WHAT IS REQUIRED:
In the entries below, find each line with the word "lists" and pull it out.

INPUT DATA section start

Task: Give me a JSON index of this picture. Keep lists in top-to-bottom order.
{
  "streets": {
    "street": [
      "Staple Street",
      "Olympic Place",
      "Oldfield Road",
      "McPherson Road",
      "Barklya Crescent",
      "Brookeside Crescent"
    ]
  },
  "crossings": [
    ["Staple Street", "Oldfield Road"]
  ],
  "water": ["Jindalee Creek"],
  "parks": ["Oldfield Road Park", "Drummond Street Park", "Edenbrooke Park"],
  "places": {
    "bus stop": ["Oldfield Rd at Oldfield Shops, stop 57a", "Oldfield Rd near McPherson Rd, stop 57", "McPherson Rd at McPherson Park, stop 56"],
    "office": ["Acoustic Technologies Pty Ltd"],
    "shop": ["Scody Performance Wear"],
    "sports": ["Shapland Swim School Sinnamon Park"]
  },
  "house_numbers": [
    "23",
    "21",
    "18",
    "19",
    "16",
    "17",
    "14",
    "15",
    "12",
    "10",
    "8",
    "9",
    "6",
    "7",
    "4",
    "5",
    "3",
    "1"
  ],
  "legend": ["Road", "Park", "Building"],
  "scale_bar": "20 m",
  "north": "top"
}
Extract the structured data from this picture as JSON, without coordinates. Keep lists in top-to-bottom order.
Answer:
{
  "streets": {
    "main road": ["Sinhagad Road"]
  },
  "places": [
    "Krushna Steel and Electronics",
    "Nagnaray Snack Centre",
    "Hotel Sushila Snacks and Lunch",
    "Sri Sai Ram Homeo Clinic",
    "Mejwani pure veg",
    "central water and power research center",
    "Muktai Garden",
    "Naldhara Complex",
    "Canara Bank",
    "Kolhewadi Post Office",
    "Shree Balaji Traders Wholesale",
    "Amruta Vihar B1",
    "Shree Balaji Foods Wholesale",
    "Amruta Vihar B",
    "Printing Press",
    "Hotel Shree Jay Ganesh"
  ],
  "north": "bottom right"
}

INPUT DATA section end

EXERCISE OUTPUT:
Task: Give me a JSON index of this picture. Keep lists in top-to-bottom order.
Extract the structured data from this picture as JSON, without coordinates. Keep lists in top-to-bottom order.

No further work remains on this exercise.